-------- Provided information --------

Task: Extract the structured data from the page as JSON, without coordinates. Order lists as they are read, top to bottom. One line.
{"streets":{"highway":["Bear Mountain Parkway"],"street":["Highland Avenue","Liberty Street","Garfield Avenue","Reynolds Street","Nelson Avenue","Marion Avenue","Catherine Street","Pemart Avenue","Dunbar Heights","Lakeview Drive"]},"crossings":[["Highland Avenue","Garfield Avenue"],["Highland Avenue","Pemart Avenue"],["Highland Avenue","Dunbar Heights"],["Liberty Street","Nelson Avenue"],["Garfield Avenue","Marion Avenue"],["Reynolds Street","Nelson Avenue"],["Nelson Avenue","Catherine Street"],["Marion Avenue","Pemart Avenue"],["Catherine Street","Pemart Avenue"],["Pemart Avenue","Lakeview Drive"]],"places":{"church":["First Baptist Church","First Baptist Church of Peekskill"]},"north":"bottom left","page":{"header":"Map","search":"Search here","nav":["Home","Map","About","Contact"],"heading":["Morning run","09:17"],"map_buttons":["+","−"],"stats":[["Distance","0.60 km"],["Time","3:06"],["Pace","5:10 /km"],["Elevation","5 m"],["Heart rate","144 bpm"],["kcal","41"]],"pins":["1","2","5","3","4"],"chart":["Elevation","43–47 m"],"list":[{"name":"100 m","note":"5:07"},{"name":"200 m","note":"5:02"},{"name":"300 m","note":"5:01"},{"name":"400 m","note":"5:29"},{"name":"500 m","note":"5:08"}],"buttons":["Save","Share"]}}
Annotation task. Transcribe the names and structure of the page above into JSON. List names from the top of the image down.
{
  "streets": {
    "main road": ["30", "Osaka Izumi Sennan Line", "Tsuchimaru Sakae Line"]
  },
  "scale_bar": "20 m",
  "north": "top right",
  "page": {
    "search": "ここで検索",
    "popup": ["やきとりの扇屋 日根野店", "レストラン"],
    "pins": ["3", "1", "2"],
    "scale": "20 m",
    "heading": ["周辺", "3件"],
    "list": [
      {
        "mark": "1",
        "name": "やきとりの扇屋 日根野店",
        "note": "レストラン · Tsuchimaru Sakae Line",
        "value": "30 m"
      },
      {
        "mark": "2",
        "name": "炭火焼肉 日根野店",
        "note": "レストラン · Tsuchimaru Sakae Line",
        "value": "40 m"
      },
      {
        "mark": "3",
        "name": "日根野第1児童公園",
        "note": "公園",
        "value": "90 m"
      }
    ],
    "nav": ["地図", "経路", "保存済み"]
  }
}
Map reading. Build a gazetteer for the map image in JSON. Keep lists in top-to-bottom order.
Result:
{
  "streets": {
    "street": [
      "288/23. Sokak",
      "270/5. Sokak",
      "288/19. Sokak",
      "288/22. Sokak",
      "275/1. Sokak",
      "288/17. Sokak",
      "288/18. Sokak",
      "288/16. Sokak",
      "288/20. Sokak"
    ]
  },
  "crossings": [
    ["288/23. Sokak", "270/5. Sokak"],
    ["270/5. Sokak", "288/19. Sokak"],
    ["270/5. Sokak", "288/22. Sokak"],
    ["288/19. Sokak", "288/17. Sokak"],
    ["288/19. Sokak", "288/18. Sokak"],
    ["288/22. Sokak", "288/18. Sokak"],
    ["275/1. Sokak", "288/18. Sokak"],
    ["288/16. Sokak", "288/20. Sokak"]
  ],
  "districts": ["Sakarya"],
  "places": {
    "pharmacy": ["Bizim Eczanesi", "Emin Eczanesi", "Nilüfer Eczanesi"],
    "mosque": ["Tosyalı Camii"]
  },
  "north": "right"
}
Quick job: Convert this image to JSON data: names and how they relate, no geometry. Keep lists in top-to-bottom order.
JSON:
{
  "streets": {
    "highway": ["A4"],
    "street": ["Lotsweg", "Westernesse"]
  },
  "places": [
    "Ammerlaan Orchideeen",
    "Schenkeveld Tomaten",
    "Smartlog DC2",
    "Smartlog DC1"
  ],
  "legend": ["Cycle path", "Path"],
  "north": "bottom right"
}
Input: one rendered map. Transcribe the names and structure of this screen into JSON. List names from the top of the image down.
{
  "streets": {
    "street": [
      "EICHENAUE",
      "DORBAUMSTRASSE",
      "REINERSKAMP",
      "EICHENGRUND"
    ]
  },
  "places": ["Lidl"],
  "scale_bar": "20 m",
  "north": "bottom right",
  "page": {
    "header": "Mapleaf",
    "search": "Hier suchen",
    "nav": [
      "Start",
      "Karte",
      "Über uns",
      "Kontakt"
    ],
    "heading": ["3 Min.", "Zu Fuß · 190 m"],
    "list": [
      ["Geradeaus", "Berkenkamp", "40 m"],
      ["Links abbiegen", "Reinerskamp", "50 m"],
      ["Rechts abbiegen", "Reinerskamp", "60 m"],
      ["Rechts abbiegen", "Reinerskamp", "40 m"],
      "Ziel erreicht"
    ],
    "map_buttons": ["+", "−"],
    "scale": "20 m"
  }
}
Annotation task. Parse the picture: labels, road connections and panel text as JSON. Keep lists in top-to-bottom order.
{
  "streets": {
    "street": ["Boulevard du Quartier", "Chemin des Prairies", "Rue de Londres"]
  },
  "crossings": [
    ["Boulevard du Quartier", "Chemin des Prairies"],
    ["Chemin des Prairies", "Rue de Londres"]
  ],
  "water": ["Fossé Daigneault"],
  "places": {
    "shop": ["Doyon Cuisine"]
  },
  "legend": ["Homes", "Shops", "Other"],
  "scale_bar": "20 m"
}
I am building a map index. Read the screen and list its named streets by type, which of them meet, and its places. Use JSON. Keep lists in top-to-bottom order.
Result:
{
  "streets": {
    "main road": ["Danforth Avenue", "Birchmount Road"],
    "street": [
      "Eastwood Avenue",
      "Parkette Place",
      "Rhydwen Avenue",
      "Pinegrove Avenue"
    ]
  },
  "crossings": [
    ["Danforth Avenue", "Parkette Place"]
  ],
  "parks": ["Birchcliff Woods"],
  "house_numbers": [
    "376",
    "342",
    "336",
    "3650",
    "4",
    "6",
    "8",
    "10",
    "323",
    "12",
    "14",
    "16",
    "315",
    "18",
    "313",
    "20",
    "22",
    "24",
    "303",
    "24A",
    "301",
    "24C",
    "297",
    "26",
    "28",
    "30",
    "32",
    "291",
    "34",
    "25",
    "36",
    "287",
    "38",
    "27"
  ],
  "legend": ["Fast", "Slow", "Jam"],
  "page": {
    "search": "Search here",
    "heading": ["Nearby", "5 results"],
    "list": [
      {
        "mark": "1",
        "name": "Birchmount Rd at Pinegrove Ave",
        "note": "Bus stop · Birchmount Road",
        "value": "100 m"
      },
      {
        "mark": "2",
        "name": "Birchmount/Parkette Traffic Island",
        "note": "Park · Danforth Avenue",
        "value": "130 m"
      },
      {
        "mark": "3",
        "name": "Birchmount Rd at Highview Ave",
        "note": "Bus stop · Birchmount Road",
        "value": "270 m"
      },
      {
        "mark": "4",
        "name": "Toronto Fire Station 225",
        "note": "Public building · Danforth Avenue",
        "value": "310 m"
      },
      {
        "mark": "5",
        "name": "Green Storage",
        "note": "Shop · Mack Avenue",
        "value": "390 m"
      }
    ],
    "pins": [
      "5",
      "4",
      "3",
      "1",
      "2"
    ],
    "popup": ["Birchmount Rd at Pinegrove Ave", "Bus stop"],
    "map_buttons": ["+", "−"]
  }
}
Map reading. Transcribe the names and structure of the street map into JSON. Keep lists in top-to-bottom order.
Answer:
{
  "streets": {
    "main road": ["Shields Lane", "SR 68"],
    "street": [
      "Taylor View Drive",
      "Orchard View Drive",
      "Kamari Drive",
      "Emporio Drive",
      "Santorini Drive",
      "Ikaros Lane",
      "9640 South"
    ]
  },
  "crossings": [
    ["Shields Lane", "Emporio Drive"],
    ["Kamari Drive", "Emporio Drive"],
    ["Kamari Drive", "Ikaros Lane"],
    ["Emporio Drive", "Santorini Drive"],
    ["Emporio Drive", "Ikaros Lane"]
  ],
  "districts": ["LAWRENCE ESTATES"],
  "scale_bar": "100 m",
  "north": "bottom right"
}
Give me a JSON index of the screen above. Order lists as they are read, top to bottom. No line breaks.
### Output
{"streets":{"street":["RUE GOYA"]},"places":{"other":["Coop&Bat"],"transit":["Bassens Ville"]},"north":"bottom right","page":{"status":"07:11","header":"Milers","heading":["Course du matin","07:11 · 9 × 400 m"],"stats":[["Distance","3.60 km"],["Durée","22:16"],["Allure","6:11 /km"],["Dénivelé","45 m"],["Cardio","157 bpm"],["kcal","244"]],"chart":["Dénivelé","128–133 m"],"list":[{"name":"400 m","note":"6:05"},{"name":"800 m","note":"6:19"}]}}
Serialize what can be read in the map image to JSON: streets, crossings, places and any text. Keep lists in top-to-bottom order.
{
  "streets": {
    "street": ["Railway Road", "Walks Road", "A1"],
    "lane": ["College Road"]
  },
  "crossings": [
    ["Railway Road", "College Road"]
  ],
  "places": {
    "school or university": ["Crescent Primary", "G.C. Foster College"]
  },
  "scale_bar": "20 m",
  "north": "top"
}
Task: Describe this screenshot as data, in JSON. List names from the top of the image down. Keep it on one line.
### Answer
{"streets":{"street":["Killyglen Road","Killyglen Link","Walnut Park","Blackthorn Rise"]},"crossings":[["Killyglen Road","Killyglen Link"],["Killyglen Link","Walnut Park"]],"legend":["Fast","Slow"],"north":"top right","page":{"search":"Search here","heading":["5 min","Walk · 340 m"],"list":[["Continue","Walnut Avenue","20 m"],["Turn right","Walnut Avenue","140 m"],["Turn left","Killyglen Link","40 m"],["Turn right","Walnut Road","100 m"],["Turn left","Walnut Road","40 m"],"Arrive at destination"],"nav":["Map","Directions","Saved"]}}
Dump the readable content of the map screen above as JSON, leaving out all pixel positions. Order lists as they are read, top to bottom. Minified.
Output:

--------

● What needs to be done
Some lines in the data above hold the string "index". Find and copy each of them.

● Exercise solution
I am building a map index. Read the screen and list its named streets by type, which of them meet, and its places. Use JSON. Keep lists in top-to-bottom order.
Give me a JSON index of the screen above. Order lists as they are read, top to bottom. No line breaks.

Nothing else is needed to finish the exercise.